## ABOUT THIS TASK
The response should consist of every line below, restated exactly, with no pictures.
#### INFORMATION GIVEN
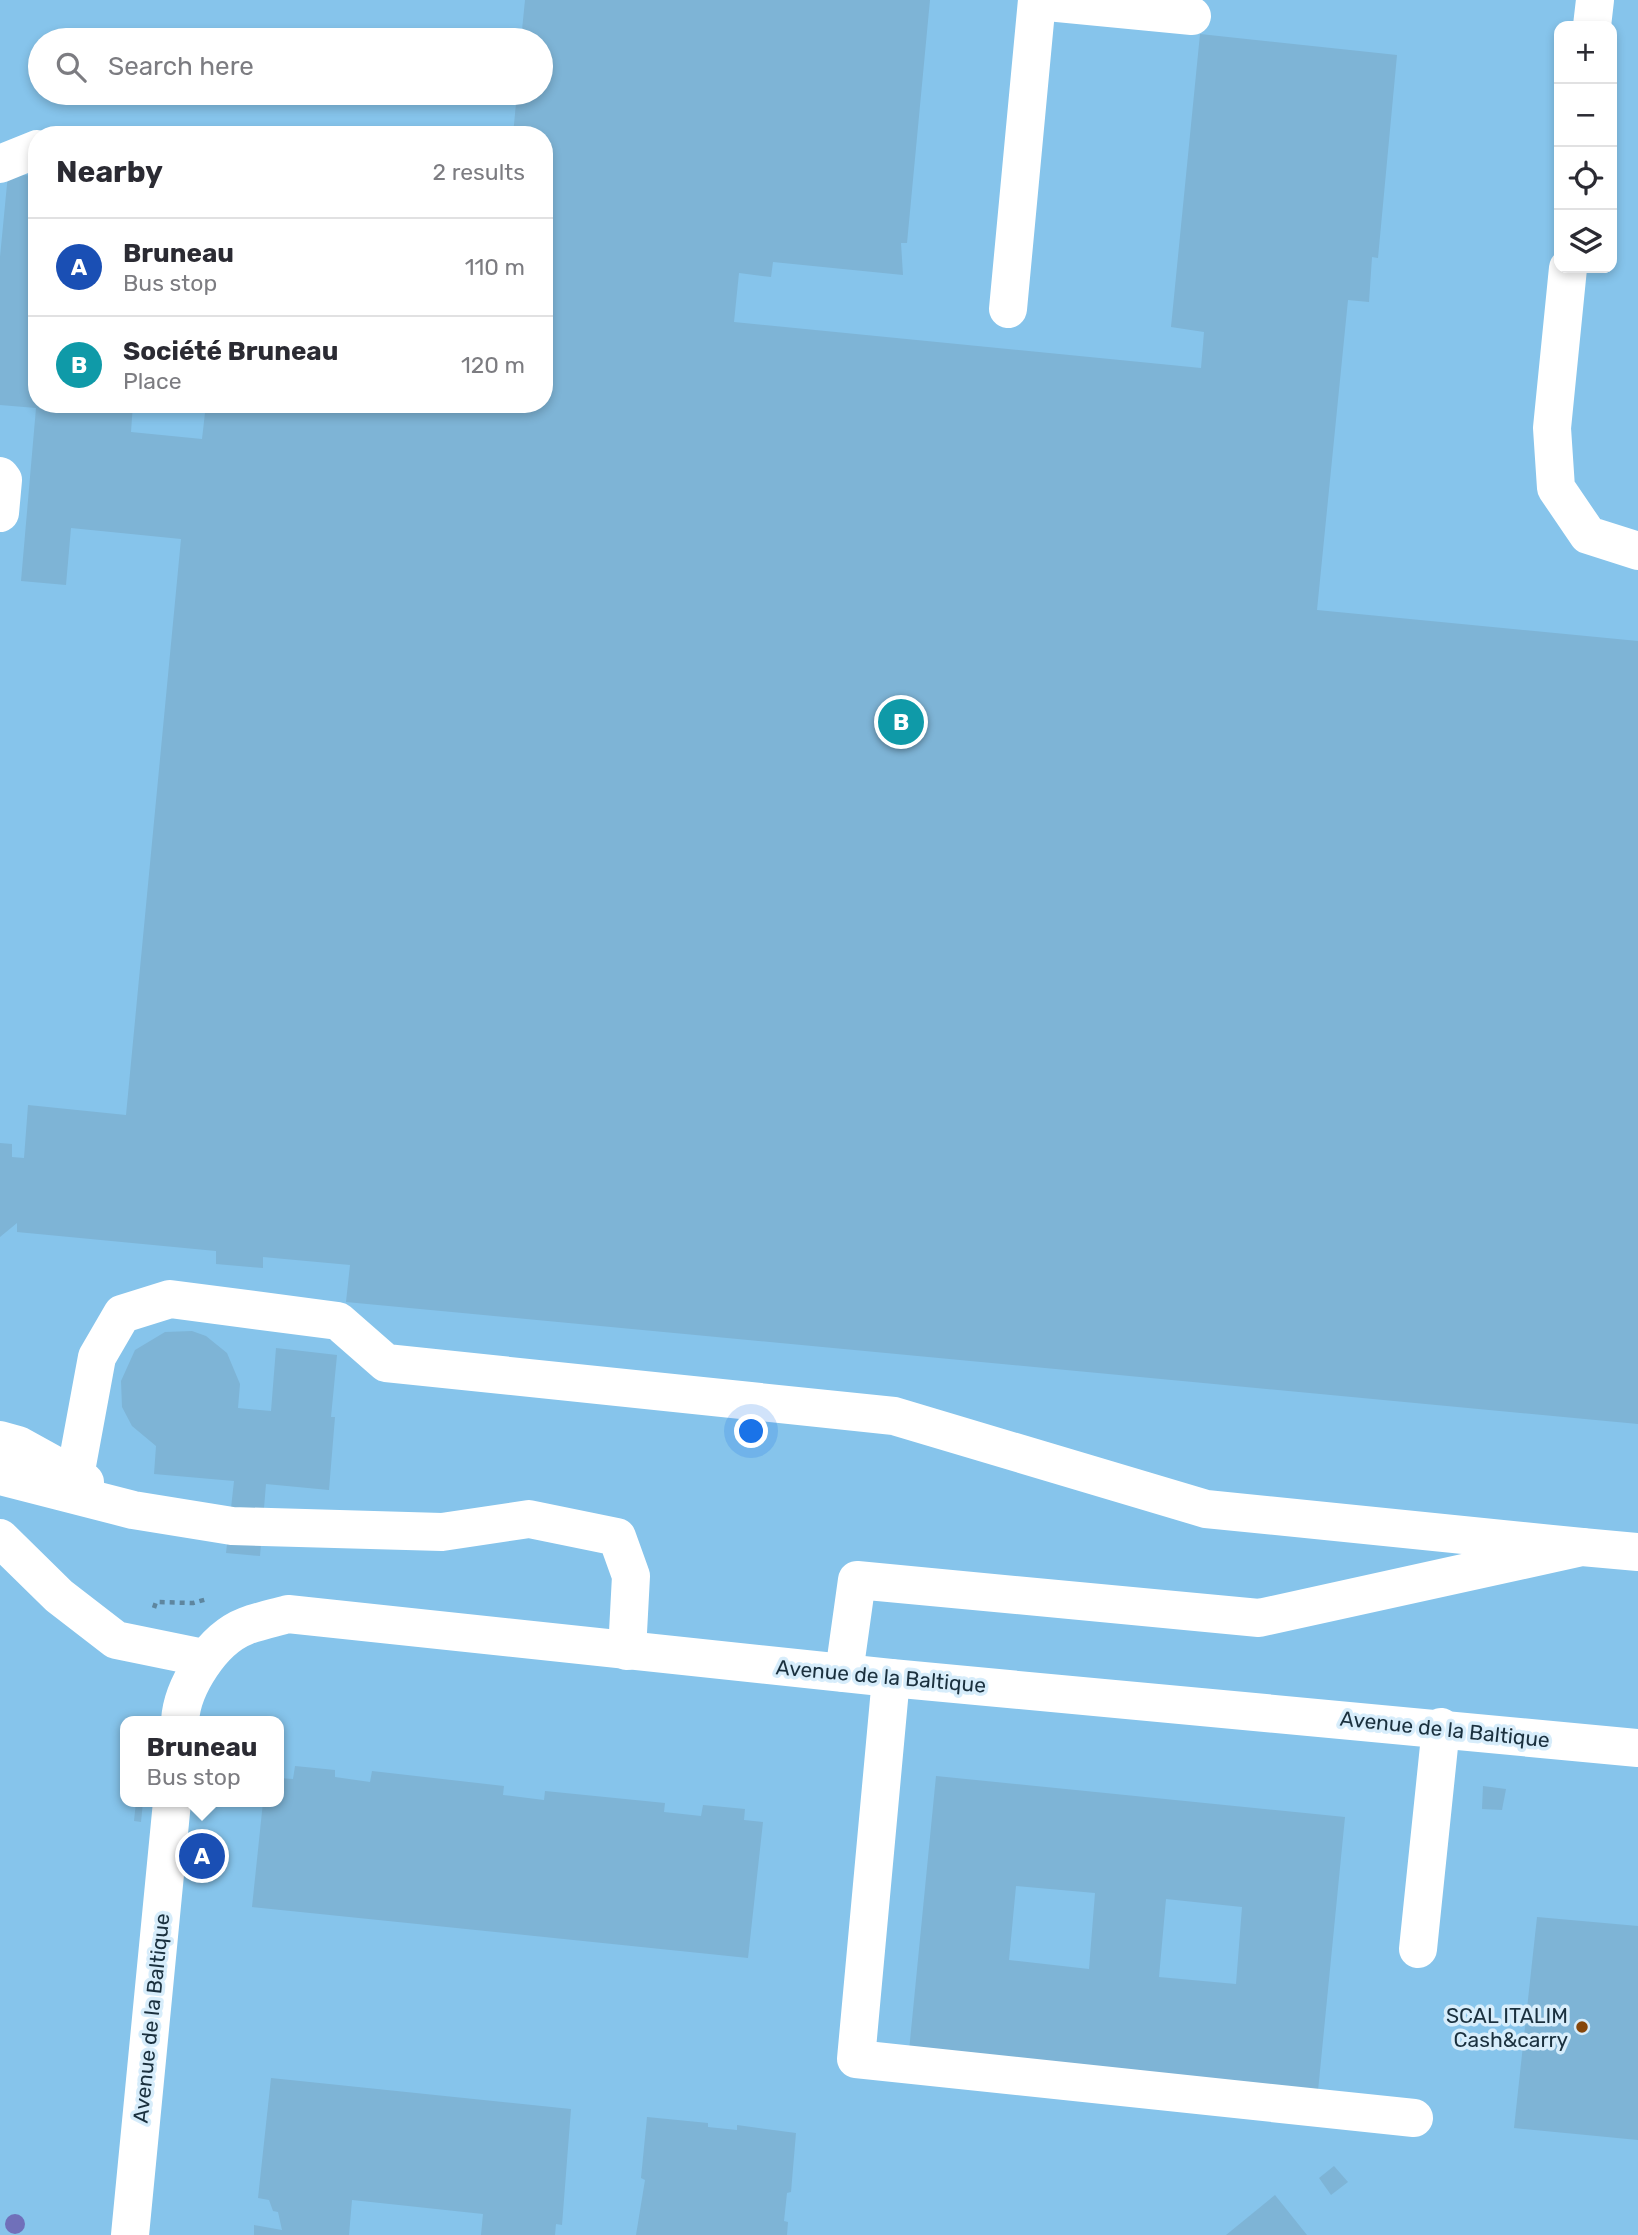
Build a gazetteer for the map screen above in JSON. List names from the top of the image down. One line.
{"streets":{"street":["Avenue de la Baltique"]},"places":["SCAL ITALIM Cash&carry"],"page":{"map_buttons":["+","−"],"search":"Search here","heading":["Nearby","2 results"],"list":[{"mark":"A","name":"Bruneau","note":"Bus stop","value":"110 m"},{"mark":"B","name":"Société Bruneau","note":"Place","value":"120 m"}],"pins":["B","A"],"popup":["Bruneau","Bus stop"]}}
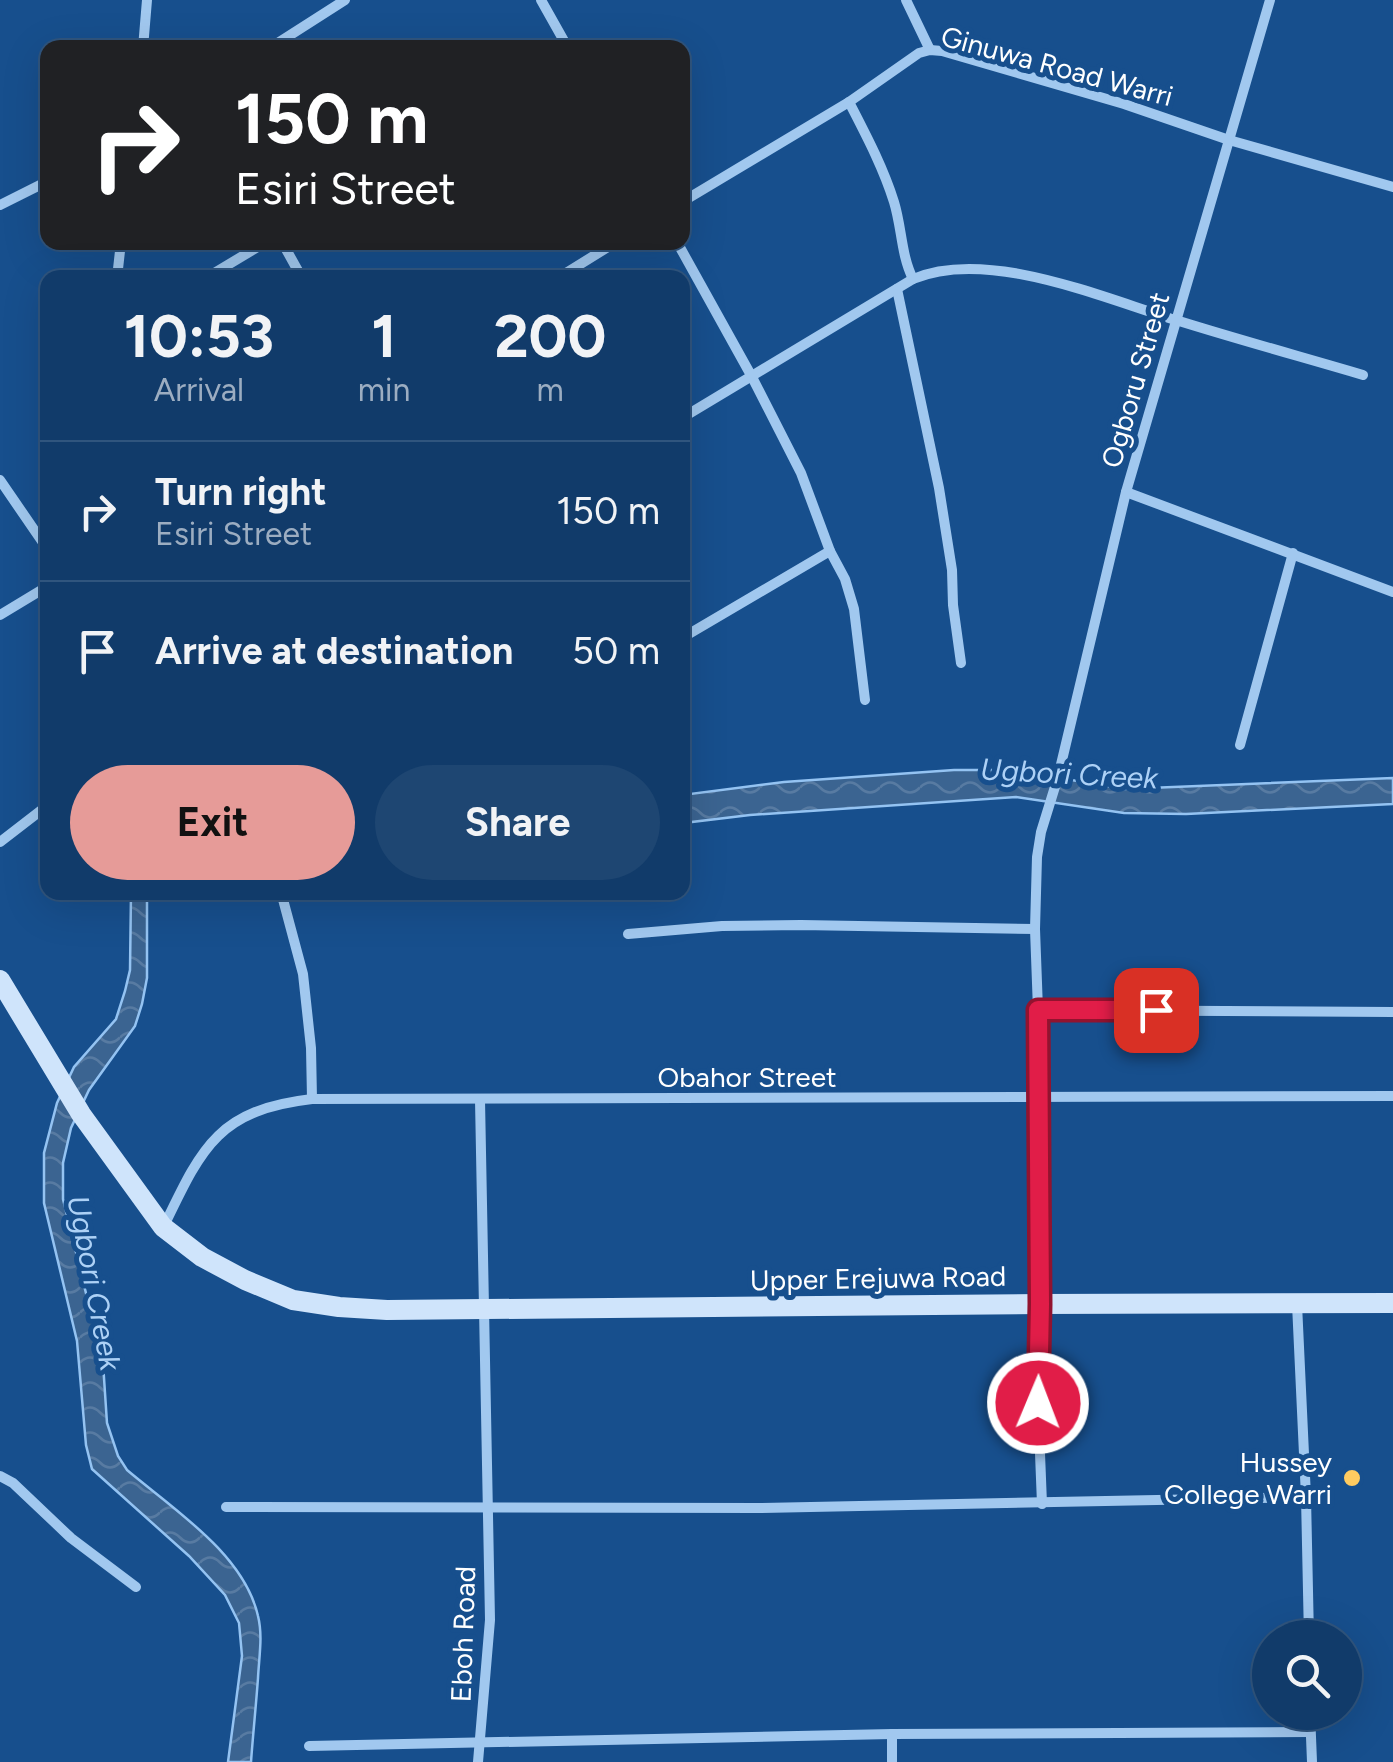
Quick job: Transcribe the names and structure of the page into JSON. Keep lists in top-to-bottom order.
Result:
{
  "streets": {
    "street": [
      "Ginuwa Road Warri",
      "Ogboru Street",
      "Obahor Street",
      "Upper Erejuwa Road",
      "Eboh Road"
    ]
  },
  "crossings": [
    ["Ginuwa Road Warri", "Ogboru Street"],
    ["Ogboru Street", "Obahor Street"],
    ["Ogboru Street", "Upper Erejuwa Road"],
    ["Obahor Street", "Upper Erejuwa Road"],
    ["Obahor Street", "Eboh Road"],
    ["Upper Erejuwa Road", "Eboh Road"]
  ],
  "water": ["Ugbori Creek"],
  "places": ["Hussey College Warri"],
  "page": {
    "turn": ["150 m", "Esiri Street"],
    "eta": [
      "10:53",
      "Arrival",
      "1",
      "min",
      "200",
      "m"
    ],
    "list": [
      {
        "name": "Turn right",
        "note": "Esiri Street",
        "value": "150 m"
      },
      {
        "name": "Arrive at destination",
        "value": "50 m"
      }
    ],
    "buttons": ["Exit", "Share"]
  }
}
########
## OUTPUT FOR THIS EXERCISE
Build a gazetteer for the map screen above in JSON. List names from the top of the image down. One line.
{"streets":{"street":["Avenue de la Baltique"]},"places":["SCAL ITALIM Cash&carry"],"page":{"map_buttons":["+","−"],"search":"Search here","heading":["Nearby","2 results"],"list":[{"mark":"A","name":"Bruneau","note":"Bus stop","value":"110 m"},{"mark":"B","name":"Société Bruneau","note":"Place","value":"120 m"}],"pins":["B","A"],"popup":["Bruneau","Bus stop"]}}
Quick job: Transcribe the names and structure of the page into JSON. Keep lists in top-to-bottom order.
Result:
{
  "streets": {
    "street": [
      "Ginuwa Road Warri",
      "Ogboru Street",
      "Obahor Street",
      "Upper Erejuwa Road",
      "Eboh Road"
    ]
  },
  "crossings": [
    ["Ginuwa Road Warri", "Ogboru Street"],
    ["Ogboru Street", "Obahor Street"],
    ["Ogboru Street", "Upper Erejuwa Road"],
    ["Obahor Street", "Upper Erejuwa Road"],
    ["Obahor Street", "Eboh Road"],
    ["Upper Erejuwa Road", "Eboh Road"]
  ],
  "water": ["Ugbori Creek"],
  "places": ["Hussey College Warri"],
  "page": {
    "turn": ["150 m", "Esiri Street"],
    "eta": [
      "10:53",
      "Arrival",
      "1",
      "min",
      "200",
      "m"
    ],
    "list": [
      {
        "name": "Turn right",
        "note": "Esiri Street",
        "value": "150 m"
      },
      {
        "name": "Arrive at destination",
        "value": "50 m"
      }
    ],
    "buttons": ["Exit", "Share"]
  }
}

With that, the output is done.